TO DO →
Each line from the one that has "Give bounding boxes" through the end of the entries below must be written out exactly; leave out all other lines.

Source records
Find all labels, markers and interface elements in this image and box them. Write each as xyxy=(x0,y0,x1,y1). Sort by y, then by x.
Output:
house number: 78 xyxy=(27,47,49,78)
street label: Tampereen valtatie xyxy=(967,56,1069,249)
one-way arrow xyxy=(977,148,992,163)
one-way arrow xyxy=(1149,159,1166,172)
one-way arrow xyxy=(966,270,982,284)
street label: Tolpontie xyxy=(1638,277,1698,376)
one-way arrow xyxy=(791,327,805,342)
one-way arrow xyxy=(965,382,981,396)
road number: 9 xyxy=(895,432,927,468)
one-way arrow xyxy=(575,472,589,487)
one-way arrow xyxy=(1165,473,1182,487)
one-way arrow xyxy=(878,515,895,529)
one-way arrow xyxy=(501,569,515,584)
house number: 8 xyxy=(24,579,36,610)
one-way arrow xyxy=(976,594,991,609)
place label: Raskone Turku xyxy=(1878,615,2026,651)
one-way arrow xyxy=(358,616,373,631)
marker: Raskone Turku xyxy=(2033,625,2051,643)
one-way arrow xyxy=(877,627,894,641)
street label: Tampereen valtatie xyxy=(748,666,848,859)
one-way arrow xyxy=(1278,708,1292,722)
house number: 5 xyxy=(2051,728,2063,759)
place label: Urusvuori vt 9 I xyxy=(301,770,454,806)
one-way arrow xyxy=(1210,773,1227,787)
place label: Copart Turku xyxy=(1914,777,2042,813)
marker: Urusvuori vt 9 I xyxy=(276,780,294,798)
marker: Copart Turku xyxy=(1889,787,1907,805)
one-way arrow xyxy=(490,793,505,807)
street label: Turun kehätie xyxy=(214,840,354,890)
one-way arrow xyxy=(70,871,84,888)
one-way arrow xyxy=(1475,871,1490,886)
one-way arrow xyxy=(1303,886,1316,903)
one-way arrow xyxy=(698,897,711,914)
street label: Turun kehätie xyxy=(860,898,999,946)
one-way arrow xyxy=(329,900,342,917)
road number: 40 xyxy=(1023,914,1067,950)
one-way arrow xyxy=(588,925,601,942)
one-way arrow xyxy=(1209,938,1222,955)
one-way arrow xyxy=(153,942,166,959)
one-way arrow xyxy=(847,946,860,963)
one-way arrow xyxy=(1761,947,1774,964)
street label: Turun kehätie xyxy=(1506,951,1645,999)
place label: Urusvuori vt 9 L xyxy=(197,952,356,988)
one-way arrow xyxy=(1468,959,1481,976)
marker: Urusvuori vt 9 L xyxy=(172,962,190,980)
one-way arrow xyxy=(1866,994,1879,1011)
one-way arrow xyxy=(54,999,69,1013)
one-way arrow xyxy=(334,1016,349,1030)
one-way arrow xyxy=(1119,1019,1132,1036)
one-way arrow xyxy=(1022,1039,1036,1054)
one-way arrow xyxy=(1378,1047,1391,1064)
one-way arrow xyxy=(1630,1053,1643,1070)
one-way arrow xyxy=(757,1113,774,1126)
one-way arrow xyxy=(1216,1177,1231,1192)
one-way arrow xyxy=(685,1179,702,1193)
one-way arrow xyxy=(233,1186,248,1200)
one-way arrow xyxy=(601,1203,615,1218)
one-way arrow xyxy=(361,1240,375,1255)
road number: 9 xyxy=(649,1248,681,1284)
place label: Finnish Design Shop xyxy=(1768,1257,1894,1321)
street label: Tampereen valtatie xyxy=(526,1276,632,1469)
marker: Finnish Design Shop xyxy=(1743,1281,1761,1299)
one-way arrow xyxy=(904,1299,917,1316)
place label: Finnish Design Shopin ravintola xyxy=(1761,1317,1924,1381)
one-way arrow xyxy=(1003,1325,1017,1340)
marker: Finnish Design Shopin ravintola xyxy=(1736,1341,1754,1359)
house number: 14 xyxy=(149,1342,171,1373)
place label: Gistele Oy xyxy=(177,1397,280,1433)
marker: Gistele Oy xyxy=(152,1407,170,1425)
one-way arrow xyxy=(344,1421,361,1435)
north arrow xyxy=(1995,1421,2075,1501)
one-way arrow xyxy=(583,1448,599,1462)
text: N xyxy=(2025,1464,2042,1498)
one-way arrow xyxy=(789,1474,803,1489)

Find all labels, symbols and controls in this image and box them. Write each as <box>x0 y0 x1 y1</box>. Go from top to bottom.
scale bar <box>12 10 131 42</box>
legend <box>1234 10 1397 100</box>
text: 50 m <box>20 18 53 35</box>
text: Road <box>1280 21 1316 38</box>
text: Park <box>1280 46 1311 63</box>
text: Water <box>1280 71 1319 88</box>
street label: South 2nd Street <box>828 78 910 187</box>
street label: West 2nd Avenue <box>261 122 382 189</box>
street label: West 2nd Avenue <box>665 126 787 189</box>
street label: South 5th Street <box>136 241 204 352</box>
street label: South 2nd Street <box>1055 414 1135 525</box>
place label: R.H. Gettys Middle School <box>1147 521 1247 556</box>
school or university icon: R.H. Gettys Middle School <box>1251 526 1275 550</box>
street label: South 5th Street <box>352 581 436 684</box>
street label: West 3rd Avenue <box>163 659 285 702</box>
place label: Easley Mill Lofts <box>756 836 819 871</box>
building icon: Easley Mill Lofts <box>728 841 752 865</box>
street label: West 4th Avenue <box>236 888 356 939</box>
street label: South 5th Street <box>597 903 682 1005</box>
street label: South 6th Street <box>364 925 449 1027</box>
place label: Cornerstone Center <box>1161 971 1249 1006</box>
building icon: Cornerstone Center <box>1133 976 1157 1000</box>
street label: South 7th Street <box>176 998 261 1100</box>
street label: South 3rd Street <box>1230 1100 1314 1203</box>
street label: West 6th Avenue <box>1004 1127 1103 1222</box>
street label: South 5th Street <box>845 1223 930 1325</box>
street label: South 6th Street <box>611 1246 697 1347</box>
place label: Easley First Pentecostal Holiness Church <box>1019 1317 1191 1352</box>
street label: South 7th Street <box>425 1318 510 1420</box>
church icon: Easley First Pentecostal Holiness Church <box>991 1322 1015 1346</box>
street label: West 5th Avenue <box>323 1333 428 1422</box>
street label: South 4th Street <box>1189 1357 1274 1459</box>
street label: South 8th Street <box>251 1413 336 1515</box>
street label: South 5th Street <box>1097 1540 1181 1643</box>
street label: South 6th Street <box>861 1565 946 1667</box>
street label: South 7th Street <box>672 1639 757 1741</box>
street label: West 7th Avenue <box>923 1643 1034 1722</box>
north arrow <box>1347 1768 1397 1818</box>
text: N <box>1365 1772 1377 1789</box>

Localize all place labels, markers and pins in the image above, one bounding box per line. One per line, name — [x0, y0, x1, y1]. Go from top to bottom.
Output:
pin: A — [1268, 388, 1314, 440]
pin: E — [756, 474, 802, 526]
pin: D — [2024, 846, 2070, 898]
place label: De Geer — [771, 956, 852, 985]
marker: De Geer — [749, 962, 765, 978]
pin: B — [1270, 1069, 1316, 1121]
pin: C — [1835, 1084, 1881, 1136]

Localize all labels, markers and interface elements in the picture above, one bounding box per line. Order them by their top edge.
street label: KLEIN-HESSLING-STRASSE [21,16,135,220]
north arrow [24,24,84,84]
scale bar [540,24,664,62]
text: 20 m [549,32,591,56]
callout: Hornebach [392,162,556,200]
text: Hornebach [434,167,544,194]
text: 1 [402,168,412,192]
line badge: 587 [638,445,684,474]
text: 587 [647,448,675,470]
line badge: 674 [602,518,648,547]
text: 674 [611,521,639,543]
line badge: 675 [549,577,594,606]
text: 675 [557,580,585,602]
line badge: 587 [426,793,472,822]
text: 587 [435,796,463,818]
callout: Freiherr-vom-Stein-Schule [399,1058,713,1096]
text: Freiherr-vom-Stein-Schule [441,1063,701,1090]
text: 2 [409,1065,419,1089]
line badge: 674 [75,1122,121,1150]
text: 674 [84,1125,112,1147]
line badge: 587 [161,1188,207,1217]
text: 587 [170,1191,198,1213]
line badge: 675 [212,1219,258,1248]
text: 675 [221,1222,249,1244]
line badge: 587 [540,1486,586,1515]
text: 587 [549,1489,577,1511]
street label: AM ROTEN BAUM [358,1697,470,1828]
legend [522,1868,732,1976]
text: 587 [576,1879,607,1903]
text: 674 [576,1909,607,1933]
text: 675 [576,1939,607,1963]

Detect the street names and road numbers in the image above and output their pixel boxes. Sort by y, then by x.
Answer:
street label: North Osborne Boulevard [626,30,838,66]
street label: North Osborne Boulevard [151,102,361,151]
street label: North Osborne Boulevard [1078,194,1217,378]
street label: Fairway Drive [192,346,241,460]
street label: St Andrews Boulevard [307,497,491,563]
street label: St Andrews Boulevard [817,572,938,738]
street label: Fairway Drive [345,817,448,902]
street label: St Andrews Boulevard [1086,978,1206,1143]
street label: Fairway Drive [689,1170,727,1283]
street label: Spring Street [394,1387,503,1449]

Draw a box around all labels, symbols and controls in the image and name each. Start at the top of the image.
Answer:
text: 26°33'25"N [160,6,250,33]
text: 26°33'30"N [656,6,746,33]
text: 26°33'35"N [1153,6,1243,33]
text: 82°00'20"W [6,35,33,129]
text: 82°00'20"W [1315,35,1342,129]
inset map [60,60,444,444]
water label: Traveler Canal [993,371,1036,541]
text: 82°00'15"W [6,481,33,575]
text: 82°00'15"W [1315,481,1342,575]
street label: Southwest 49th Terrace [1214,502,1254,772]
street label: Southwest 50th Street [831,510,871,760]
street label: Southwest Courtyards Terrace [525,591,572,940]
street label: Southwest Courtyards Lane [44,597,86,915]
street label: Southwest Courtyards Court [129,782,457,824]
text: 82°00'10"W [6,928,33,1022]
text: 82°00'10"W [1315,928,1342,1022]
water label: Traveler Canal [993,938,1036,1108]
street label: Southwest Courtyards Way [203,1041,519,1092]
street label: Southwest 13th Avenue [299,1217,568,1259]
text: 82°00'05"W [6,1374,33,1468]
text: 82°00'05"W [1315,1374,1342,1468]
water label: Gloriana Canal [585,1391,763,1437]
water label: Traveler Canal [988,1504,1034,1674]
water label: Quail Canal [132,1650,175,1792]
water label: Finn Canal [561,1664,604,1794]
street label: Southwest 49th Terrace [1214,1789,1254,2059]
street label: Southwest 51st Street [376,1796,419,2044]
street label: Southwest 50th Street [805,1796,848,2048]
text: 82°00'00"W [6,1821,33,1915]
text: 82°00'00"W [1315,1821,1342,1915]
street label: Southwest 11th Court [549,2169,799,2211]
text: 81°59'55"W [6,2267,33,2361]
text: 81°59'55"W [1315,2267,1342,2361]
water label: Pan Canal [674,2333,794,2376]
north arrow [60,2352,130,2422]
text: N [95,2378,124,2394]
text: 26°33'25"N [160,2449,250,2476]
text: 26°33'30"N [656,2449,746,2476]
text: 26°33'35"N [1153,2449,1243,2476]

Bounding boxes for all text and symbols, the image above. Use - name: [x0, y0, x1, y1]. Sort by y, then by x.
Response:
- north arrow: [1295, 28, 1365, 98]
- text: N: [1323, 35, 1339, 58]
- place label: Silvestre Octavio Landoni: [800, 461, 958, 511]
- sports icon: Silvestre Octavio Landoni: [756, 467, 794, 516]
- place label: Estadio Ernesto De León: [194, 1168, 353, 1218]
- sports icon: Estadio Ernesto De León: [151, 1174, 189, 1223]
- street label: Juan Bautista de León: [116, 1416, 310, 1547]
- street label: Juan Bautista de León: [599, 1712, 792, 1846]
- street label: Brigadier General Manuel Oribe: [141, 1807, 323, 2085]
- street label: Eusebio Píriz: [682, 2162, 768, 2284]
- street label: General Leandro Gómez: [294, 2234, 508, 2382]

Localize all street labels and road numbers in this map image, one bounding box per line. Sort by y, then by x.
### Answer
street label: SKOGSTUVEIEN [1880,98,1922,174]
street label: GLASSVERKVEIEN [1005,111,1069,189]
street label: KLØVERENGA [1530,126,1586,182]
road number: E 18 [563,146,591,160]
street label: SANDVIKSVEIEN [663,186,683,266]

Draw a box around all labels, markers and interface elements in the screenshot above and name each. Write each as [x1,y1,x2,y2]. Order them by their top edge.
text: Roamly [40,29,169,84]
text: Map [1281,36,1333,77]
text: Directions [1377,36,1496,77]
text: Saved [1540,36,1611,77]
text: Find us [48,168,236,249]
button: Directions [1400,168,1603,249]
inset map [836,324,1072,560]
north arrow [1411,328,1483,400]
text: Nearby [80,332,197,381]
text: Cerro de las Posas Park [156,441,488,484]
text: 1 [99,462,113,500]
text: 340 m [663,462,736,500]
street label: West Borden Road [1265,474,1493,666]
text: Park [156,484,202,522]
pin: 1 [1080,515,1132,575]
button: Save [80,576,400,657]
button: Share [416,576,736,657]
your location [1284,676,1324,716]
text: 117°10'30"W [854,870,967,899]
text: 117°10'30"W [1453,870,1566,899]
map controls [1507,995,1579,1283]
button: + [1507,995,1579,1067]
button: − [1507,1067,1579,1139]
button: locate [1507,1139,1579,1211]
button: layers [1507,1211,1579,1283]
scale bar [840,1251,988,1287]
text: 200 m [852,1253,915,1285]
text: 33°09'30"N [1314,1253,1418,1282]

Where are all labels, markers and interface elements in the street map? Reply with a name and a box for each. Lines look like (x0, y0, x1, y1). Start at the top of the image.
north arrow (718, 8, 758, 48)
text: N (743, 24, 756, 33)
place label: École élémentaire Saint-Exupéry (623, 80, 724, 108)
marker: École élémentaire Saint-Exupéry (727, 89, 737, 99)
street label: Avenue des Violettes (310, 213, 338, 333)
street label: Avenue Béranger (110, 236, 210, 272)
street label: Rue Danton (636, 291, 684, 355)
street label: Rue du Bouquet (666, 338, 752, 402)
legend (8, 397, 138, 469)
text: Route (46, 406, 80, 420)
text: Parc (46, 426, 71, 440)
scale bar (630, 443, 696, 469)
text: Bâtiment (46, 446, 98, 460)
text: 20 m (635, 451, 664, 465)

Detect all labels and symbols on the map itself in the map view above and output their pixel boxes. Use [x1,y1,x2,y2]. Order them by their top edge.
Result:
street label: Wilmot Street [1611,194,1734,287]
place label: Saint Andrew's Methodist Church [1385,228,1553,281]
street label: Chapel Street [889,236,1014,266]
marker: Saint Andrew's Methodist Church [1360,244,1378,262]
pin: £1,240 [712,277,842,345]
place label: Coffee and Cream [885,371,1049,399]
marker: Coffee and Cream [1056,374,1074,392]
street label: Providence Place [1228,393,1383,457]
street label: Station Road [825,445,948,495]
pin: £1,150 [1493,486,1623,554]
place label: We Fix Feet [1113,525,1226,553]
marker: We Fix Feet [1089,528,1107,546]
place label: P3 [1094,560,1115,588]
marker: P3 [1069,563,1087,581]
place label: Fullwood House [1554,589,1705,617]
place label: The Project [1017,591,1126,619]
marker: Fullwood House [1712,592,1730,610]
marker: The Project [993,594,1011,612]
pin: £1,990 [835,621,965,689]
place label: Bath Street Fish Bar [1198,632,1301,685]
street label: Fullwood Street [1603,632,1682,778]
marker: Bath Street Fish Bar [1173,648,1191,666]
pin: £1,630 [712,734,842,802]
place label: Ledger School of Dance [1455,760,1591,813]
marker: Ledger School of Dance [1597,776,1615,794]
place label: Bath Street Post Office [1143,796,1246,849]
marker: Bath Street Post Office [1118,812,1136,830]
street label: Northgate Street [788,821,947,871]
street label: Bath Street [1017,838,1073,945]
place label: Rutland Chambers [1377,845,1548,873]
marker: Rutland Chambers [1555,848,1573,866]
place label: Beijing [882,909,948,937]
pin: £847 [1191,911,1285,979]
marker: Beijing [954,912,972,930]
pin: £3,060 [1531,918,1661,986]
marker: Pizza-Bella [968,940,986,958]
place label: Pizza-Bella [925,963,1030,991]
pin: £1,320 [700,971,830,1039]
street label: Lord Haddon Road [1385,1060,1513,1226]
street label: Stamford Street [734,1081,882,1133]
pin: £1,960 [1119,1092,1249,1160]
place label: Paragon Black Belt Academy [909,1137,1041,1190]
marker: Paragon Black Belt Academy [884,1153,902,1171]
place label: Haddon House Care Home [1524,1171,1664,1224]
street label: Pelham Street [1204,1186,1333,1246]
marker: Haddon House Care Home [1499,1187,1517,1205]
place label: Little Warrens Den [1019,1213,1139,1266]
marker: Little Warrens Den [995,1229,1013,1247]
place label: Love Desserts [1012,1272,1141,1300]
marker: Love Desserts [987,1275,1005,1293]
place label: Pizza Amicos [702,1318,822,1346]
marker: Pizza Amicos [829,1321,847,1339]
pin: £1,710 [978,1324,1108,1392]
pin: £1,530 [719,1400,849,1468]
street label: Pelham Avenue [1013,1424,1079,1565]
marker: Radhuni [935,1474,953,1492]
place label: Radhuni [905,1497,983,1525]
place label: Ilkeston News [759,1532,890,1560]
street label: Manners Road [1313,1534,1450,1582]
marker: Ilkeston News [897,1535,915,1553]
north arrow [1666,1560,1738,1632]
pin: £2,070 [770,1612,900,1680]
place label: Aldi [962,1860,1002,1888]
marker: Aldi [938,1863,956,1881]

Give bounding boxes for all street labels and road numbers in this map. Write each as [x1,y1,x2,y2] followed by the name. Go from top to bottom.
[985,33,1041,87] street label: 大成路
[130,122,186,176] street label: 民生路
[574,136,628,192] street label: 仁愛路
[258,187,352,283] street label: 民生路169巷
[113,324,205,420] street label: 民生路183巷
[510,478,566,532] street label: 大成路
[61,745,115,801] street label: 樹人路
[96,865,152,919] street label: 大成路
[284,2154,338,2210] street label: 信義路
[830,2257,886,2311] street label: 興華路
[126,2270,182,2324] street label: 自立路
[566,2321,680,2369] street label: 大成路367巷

WRITTEN SOLUTION →
Give bounding boxes for all street labels and road numbers in this map. Write each as [x1,y1,x2,y2] followed by the name. Go from top to bottom.
[985,33,1041,87] street label: 大成路
[130,122,186,176] street label: 民生路
[574,136,628,192] street label: 仁愛路
[258,187,352,283] street label: 民生路169巷
[113,324,205,420] street label: 民生路183巷
[510,478,566,532] street label: 大成路
[61,745,115,801] street label: 樹人路
[96,865,152,919] street label: 大成路
[284,2154,338,2210] street label: 信義路
[830,2257,886,2311] street label: 興華路
[126,2270,182,2324] street label: 自立路
[566,2321,680,2369] street label: 大成路367巷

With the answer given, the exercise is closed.